Out of the box, one will find a sturdy tube full of optics in the Tamron. Outside construction consists of a rigid plastic body and a metal lens mount. The zoom and focus controls operate smoothly, and the addition of a petal lens hood means this product fits no description of cheap. On the other side of the pond, Canon’s lens is weightier at 950 grams, but the inclusion of weather proofing yields an impervious-to-nature feel. Tamron, however, seems to have more confidence in their product: compare their six year warranty to the short twelve months that Canon offers.
Based on qualities like distortion and noise, it should be easy to decide which is the better performing lens. In truth, the Tamron holds up very well, with its only true drawback being a noticeable amount of barrel distortion at 24mm. Canon commands a large amount of praise in this category, being called the sharpest lens that some have ever used. Autofocus is a game that Canon knows well, and the quality of it on this all around lens is superb through its entire focal range. Tamron’s lens keeps pace with this result, perhaps even being a bit quieter while doing it. Lastly, both companies include some version of image stabilization on their lenses, but Canon, with their larger R&D department, appears to own the better iteration.

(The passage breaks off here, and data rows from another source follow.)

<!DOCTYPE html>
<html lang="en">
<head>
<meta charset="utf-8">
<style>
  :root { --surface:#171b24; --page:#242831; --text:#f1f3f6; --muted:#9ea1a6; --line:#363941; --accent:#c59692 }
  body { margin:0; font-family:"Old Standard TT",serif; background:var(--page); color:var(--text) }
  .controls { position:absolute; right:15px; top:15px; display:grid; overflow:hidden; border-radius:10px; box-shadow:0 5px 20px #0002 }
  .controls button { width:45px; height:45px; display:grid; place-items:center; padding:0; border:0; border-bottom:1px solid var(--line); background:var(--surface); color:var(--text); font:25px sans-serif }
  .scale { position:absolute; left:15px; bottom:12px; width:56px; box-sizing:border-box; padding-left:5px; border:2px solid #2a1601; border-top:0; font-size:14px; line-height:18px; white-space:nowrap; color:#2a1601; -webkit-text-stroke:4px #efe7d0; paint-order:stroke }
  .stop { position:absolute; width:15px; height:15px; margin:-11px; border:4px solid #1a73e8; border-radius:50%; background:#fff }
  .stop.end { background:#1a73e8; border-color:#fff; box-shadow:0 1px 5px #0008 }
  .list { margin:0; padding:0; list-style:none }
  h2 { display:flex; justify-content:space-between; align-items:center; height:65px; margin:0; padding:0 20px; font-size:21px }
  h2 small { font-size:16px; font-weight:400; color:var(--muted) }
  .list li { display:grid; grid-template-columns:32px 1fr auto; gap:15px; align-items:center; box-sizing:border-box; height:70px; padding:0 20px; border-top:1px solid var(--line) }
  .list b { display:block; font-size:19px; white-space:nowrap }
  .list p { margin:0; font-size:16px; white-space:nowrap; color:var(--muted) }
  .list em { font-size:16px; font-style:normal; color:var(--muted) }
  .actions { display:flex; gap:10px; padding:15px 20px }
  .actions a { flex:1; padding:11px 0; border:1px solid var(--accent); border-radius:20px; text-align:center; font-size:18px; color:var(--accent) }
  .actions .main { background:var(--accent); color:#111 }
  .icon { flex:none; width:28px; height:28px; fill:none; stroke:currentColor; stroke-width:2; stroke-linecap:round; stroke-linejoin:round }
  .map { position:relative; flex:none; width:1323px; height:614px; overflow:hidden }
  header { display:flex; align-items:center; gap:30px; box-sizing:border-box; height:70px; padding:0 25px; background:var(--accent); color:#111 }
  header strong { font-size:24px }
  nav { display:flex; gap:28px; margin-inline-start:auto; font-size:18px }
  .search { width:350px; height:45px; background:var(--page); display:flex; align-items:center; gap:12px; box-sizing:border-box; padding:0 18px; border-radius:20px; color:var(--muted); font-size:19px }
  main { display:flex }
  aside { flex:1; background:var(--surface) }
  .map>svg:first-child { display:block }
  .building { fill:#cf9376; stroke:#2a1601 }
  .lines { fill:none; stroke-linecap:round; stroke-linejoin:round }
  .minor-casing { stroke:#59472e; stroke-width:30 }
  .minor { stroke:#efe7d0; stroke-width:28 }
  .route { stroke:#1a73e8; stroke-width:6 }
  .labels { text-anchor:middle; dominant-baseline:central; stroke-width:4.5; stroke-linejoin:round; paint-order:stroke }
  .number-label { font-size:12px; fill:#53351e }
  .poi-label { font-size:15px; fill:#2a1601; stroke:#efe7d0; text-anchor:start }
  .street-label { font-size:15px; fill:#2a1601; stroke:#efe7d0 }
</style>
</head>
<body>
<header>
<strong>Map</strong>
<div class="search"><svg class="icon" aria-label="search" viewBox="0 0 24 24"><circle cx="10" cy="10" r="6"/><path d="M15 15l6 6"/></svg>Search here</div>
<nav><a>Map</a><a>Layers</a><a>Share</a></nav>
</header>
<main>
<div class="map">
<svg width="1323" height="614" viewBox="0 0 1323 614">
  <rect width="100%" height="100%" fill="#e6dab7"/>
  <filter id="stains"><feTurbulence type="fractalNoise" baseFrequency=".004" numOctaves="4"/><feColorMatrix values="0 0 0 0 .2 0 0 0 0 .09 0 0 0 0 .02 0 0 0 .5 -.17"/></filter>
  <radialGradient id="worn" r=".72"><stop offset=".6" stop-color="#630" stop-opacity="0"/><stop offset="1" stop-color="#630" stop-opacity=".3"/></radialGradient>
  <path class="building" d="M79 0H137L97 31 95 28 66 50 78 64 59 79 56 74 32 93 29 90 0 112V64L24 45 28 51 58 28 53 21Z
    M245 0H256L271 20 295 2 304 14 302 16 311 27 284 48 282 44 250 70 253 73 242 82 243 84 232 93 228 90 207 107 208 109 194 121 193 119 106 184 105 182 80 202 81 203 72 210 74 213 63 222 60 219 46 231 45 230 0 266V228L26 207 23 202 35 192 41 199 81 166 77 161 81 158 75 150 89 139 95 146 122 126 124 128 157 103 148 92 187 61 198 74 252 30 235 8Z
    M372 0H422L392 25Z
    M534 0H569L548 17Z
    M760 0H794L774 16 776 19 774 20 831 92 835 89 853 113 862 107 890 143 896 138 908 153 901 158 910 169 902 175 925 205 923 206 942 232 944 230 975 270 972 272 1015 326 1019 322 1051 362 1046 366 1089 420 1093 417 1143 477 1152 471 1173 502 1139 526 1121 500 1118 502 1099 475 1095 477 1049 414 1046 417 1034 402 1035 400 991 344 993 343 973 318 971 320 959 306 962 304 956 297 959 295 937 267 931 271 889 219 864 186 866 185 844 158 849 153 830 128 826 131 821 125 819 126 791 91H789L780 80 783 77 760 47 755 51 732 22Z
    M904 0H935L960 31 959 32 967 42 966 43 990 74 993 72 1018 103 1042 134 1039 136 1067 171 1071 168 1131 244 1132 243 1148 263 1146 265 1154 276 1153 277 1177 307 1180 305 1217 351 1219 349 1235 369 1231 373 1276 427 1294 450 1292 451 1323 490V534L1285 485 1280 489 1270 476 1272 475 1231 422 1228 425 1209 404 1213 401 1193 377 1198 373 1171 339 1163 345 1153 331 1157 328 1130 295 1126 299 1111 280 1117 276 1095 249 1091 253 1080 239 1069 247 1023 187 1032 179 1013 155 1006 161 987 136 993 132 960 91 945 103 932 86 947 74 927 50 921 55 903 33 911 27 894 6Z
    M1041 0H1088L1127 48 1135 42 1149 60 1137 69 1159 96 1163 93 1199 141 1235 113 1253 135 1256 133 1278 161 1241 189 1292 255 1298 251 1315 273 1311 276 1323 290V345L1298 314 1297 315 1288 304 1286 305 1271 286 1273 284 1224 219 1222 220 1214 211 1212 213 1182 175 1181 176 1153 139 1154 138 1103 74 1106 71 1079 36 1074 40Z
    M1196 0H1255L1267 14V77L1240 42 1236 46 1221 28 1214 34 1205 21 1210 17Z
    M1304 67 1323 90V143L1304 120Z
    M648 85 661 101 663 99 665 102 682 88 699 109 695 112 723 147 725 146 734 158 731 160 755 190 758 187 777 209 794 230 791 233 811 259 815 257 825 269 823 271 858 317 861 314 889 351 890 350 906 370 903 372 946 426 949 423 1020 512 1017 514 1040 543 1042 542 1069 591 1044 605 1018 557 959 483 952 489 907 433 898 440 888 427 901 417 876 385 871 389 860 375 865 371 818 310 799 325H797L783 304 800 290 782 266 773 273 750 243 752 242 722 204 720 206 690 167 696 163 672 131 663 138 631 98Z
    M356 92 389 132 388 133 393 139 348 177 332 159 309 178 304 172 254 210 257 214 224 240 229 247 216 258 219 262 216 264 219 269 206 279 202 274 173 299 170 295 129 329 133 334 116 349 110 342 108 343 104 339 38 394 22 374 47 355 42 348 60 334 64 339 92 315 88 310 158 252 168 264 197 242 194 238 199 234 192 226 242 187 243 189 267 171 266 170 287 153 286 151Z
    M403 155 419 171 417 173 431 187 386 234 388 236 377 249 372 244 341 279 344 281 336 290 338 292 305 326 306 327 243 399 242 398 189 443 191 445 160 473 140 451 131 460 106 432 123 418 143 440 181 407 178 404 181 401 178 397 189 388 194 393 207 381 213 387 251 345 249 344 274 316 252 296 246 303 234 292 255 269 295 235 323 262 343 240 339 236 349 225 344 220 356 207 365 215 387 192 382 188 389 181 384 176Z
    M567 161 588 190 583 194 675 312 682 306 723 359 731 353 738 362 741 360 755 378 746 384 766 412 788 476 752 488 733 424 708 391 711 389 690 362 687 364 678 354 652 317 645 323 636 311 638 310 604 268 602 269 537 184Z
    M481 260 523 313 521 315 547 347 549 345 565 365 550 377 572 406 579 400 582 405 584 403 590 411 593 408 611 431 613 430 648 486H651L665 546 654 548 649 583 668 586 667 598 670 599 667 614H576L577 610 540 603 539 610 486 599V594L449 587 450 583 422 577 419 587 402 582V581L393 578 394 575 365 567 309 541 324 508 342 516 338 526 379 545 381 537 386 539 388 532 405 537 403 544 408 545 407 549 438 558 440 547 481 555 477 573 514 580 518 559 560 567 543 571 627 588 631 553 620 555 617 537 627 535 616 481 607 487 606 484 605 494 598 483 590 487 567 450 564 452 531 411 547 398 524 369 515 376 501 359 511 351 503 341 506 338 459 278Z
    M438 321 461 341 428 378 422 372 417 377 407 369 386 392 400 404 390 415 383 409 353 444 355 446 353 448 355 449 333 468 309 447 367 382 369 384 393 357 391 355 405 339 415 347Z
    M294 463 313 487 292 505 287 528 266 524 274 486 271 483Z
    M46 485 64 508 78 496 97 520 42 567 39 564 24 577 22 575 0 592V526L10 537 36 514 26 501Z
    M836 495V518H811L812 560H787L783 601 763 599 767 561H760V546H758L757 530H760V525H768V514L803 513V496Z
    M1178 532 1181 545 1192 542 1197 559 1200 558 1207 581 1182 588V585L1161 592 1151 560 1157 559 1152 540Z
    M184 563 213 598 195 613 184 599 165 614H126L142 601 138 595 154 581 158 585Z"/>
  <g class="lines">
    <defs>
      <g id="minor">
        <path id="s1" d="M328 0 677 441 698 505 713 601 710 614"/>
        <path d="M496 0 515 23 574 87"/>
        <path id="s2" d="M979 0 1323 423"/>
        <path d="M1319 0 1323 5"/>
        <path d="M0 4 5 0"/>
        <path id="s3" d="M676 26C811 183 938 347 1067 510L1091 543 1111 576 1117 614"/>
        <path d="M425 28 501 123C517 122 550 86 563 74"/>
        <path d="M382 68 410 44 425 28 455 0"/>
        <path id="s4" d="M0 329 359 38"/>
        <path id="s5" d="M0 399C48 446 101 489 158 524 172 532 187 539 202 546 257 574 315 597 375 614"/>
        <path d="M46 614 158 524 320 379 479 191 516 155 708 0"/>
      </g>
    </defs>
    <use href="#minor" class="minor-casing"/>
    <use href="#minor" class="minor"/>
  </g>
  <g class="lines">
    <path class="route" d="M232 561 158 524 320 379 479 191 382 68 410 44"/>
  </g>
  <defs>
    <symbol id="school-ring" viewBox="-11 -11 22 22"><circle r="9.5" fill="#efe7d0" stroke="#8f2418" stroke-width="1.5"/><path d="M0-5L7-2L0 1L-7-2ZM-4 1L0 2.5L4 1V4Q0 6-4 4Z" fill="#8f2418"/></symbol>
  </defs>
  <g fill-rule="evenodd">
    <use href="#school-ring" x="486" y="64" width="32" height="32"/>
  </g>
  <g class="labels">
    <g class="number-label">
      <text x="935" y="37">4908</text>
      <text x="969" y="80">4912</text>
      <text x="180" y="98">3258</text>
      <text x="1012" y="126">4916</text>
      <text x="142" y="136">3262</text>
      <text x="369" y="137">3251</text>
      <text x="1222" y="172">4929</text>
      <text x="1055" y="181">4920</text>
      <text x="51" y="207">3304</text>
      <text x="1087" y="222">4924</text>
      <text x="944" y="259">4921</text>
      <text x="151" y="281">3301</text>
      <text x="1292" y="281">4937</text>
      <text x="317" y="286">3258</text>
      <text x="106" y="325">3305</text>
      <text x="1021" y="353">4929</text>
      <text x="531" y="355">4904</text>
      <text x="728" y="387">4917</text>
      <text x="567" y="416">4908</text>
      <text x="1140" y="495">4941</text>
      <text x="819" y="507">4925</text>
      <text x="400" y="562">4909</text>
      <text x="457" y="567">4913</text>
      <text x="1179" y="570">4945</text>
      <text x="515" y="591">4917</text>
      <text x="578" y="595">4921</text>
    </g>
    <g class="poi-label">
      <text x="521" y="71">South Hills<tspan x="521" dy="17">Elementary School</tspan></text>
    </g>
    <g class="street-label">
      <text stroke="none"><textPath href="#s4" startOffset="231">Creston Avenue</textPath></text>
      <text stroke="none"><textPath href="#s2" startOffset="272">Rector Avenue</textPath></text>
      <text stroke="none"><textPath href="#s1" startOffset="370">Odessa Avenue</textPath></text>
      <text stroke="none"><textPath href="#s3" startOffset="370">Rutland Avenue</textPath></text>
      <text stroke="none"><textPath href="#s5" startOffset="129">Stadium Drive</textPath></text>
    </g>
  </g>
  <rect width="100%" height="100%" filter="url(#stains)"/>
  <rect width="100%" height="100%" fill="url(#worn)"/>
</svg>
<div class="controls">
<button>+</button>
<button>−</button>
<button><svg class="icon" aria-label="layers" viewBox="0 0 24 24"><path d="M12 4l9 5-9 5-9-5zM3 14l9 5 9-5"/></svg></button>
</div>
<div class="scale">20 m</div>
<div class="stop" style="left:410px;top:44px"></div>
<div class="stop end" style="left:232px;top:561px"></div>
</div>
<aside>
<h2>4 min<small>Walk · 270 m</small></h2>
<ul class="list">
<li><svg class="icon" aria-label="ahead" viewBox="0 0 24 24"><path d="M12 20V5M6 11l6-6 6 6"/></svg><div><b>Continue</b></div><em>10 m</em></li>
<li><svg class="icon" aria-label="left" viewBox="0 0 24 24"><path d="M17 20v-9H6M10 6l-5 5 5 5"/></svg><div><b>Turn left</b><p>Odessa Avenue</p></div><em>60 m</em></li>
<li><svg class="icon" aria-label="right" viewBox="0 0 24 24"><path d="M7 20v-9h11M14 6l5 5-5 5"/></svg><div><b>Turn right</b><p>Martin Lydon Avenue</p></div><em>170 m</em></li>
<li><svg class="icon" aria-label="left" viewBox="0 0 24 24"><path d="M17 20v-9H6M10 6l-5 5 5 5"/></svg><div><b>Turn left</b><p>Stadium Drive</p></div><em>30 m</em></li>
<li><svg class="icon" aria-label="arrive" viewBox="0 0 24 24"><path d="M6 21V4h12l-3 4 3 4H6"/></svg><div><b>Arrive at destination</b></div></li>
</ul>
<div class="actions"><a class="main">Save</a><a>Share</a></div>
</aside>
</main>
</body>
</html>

The lenses match up well. In each category there is a distinct winner, but this victory is shared and the margin is always small. Considering the vast price difference, and a much longer warranty guarantee, Tamron emerges as the clear winner of this comparison. If you remain unconvinced, observe one final trump card. Tamron encourages compatibility of its products on any camera it can manage to fit it to, while Canon’s lenses remain proprietary. There are many examples of when paying for a brand name product truly does end up the better decision. In this case however, there are better alternatives out there, and at a fraction of the cost no less.